You may realise, Gentlemen, how tardily, even in later and more enlightened times, the study of Literature has crept its way into official Cambridge, if you will take down your University Calendar and study the list of Professorships there set forth in order of foundation. It begins in 1502 with the Lady Margaret’s Chair of Divinity, founded by the mother of Henry VII. Five Regius Professorships follow: of Divinity, Civil Law, Physic, Hebrew, Greek, all of 1540. So Greek comes in upon the flush of the Renaissance; and the Calendar bravely, yet not committing itself to a date, heads with Erasmus the noble roll which concludes (as may it long conclude) with Henry Jackson. But Greek comes in last of the five. Close on a hundred years elapse before the foundation of the next chair—it is of Arabic; and more than a hundred before we arrive at Mathematics. So Sir William Hamilton was not without historical excuse when he declared the study of Mathematics to be no part of the business of this University!
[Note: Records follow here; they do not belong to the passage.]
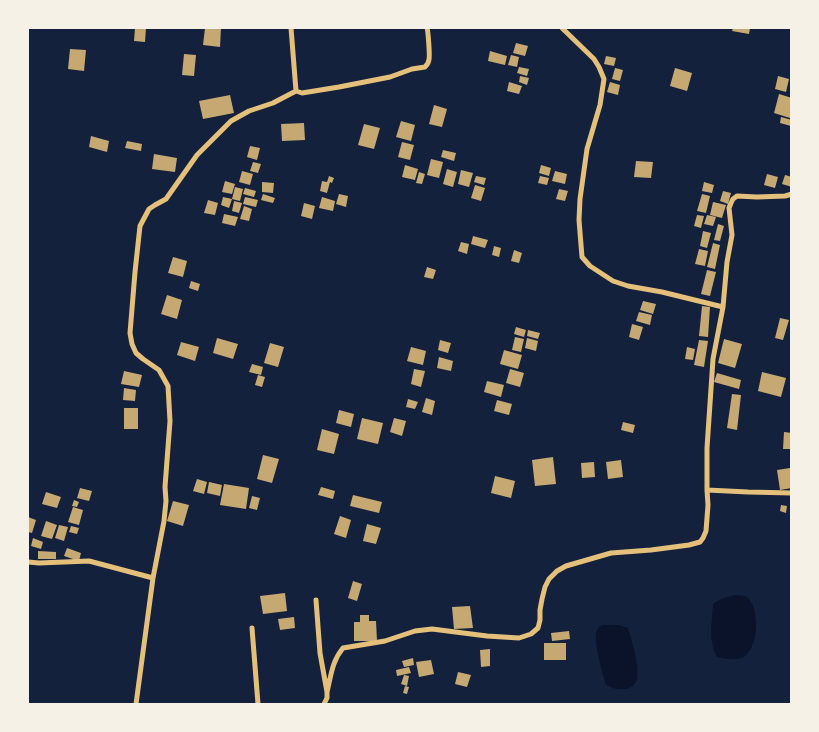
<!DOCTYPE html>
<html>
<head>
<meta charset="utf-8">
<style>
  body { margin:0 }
  #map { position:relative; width:819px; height:732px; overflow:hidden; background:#14213d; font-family:Signika,sans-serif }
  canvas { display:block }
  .frame { position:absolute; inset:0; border:29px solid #f6f1e7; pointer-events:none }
</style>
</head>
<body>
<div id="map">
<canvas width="819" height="732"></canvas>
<div class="frame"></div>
</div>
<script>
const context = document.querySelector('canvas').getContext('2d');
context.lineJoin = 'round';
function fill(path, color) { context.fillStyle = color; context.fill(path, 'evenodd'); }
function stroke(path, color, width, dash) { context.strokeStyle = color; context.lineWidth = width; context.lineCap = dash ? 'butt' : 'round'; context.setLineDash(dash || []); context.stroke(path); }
const water = new Path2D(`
  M734,595L746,596C749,599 752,602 753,606C758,621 758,646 744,657C737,661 725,659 717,657C708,642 712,621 713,604L721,599Z
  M603,625H619L628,628C632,640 640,668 637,680C635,685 630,689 625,689C618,690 611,688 606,685C603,674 592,638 597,630C598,627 601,626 603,625Z`);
const building = new Path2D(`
  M135,28H146L145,42L134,41Z
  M205,28H221L220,47L203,45Z
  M733,28H750L749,34L732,31Z
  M516,43L528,46L525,56L513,53Z
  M70,49L86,50L84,71L68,69Z
  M490,51L507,56L505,65L488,61Z
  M184,54L196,55L194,76L182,75Z
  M511,55L519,57L517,67L508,65Z
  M606,56L616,58L614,66L604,64Z
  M519,67L529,69L527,76L517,73Z
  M615,68L623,70L620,81L612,79Z
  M675,68L692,73L687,91L670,86Z
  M520,76L529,78L527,85L519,82Z
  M778,76L789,79L786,92L775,89Z
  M509,82L522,86L519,94L507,91Z
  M610,82L620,85L618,95L607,92Z
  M779,94L792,98V113L790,118L774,113Z
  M230,95L234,113L203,119L199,101Z
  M434,105L447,109L442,127L429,124Z
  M781,117L792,120L791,126L780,123Z
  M401,121L415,125L411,141L396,137Z
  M304,123L305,140L282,141L281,124Z
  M364,124L380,128L374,149L358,145Z
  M91,136L109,141L107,152L89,147Z
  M127,141L142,144L141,151L125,148Z
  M402,142L414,145L410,160L398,157Z
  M250,146L260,148L257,160L247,157Z
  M443,150L456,153L454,161L441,157Z
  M154,154L177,158L175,172L152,169Z
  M431,159L443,162L439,178L427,175Z
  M636,161L653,162L651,178L634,177Z
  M253,162L261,164L258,173L250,171Z
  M405,165L418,169L415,180L402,177Z
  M541,165L551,168L549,176L539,173Z
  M447,169L457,172L453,187L443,184Z
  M461,170L473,173L469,187L458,184Z
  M242,171L253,174L250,185L239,182Z
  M555,171L567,174L565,184L552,181Z
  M419,172L425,174L422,184L416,183Z
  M767,174L778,177L775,188L764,185Z
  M785,175L792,177V187L782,184Z
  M329,176L334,178L332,183L330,182L327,193L320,191L322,181L327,182Z
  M476,176L486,178L484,185L474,182Z
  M540,176L549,178L547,185L538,183Z
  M225,181L235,184L232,194L222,192Z
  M262,182L274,183L273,193L262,192Z
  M704,182L714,185L712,193L702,191Z
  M475,185L485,188L481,201L471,198Z
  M235,187L243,189L240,201L232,199Z
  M245,188L256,191L254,197L243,194Z
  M559,189L568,191L565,201L556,199Z
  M723,191L731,193L728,204L720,201Z
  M263,194L275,198L273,203L261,200Z
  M339,194L348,196L346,207L336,204Z
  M702,194L710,196L706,213L697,211Z
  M223,197L232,199L229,208L221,205Z
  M245,197L258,200L256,207L243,204Z
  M322,197L335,201L333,211L319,208Z
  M208,200L218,203L215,215L204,213Z
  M234,201L242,203L239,213L232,211Z
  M713,202L726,205L722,218L710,215Z
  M304,203L315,206L312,219L301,216Z
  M244,206L252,209L249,221L240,219Z
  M224,214L238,217L235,226L222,223Z
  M697,215L704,216L701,228L694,226Z
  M707,215L716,217L713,226L704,224Z
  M718,224L724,226L720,241L714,240Z
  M703,231L711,233L707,248L700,246Z
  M473,236L488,240L485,248L471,244Z
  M461,242L469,244L467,254L458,251Z
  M713,243L720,245L715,269L707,267Z
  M494,246L501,248L499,257L492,255Z
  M699,249L708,251L705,266L695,264Z
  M514,250L522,253L519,263L511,261Z
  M173,257L187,261L183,277L168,273Z
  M427,267L436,270L433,279L424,277Z
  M707,270L716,272L710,296L701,294Z
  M191,281L200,284L198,291L189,288Z
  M167,295L182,300L177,319L161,314Z
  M643,301L656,304L653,314L640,310Z
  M702,306L710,307L708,337L699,336Z
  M639,312L652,315L650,325L636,321Z
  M780,318L789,320L783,340L775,338Z
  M632,324L643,327L639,340L629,337Z
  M516,327L526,330L524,337L514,334Z
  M528,330L540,333L538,339L527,336Z
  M515,337L524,339L521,352L512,350Z
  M217,338L238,344L233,359L213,353Z
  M527,338L538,341L536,351L525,348Z
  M724,339L742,344L735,368L718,363Z
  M440,340L451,343L448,353L438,350Z
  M699,340L708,341L704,367L694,365Z
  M181,342L199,347L195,361L177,355Z
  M270,343L284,347L278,367L264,363Z
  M411,347L426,351L423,365L407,361Z
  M687,347L695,349L693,360L685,359Z
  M504,350L522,355L518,369L500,364Z
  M439,357L453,361L451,371L437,368Z
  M252,364L263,367L261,375L249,372Z
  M414,369L425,371L421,387L411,384Z
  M510,369L524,373L520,387L506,383Z
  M124,371L142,375L139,387L121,384Z
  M762,372L786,378L781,397L758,391Z
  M717,373L741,380L739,389L714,382Z
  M258,375L265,377L262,387L255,385Z
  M487,381L504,385L501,397L484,392Z
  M124,388L136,390L135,401L123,400Z
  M732,394L741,395L737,430L727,428Z
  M426,398L435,401L432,415L422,412Z
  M408,399L418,402L415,409L406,407Z
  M497,400L512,404L509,415L494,411Z
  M124,408H138V429H124Z
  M339,410L354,414L351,427L336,423Z
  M362,418L383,423L378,444L357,439Z
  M394,418L406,421L402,436L390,432Z
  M623,422L635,425L633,433L621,430Z
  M322,429L339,434L334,454L317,450Z
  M784,432L792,433V449H783Z
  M263,455L279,459L272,483L257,479Z
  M553,457L556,484L535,486L532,460Z
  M621,460L623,477L608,479L606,462Z
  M594,462L595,477L582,478L581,463Z
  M790,468L792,488L780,490L777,470Z
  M495,476L515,481L511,498L491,493Z
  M197,479L207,482L204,494L193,491Z
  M209,482L222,485L220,496L207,493Z
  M224,484L249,488L246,509L220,505Z
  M321,487L335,491L333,499L318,495Z
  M80,488L92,491L89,501L77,498Z
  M46,492L61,497L57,508L42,504Z
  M353,495L382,502L379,513L350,506Z
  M252,496L260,498L257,510L249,508Z
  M74,500L79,502L77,507L72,506Z
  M173,501L189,505L183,526L167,521Z
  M781,505L787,506L786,513L780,511Z
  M73,507L83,510L79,525L68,522Z
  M340,516L351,520L346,538L334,534Z
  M28,517L36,520L32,533L28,532Z
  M46,521L57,525L52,539L41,536Z
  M367,524L381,528L376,544L363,541Z
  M59,525L68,527L64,541L55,538Z
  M71,526L79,528L77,534L69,532Z
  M33,538L43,542L41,549L31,546Z
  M67,548L81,553L79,561L64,556Z
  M38,551L56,552V559H38Z
  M353,581L362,584L357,601L348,598Z
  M285,593L287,611L263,614L260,596Z
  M470,606L473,628L454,629L452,607Z
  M360,615H369V621H376L377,641H354V622H360Z
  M294,617L295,628L280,630L278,619Z
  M569,631L570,639L552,641L551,633Z
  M544,643H566V660H544Z
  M490,649V666L481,667L480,650Z
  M413,658L414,665L404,667L402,661Z
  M431,660L434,674L419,677L416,662Z
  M409,667L411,673L397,676L396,670Z
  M458,672L471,675L467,687L455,684Z
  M404,675L409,676L407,686L401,684Z
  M405,686L409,687L407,694L403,693Z`);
const minor = new Path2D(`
  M562,28L594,59L599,67L604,79L600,105L587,149L580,199L579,220L582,257L590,266L613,281L628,286L662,292L723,307
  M296,91L302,93L339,87L390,77L412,69L425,67C427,65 429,61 429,59C430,56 428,30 427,28
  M707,490V448L713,359L723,307L727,262L732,235L729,208L731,203L733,199L737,196L757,197L785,196L792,194
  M28,562L39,563L89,561L153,578
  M316,600L320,653L327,692V698L324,704
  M252,628L258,704
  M327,692C331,676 332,661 343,648L385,641L415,631L432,629L487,636L519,638L531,634L538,628L540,620V610L542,599L545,587L549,579L557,571L566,566L611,553L651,550L689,545L700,542L703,538L706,531L708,505L707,490L748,492L792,493
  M136,704L153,578L164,521L166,501L165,487L170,421L168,386L159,370L143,359L136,353L132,344L130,333L135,272L140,226L149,209L155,205L166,199L197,155L231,121L249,111L273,103L296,91L291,28`);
fill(water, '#0b132b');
fill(building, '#c6a872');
stroke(minor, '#e5c07b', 5);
</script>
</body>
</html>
Then follow Moral Philosophy (1683), Music (1684), Chemistry (1702), Astronomy (1704), Anatomy (1707), Modern History and more Arabic, with Botany (1724), Geology (1727), closely followed by Mr Hulse’s Christian Advocate, more Astronomy (1749), more Divinity (1777), Experimental Philosophy (1783): then in the nineteenth century more Law, more Medicine, Mineralogy, Archaeology, Political Economy, Pure Mathematics, Comparative Anatomy, Sanskrit and yet again more Law, before we arrive in 1869 at a Chair of Latin. Faint yet pursuing, we have yet to pass chairs of Fine Art (belated), Experimental Physics, Applied Mechanics, Anglo-Saxon, Animal Morphology, Surgery, Physiology, Pathology, Ecclesiastical History, Chinese, more Divinity, Mental Philosophy, Ancient History, Agriculture, Biology, Agricultural Botany, more Biology, Astrophysics, and German, before arriving in 1910 at a Chair of English Literature which by this time I have not breath to defend.
The enumeration has, I hope, been instructive. If it has also plunged you in gloom, to that atmosphere (as the clock warns me) for a fortnight I must leave you: with a promise, however, in another lecture to cheer you, if it may be, with some broken gleams of hope.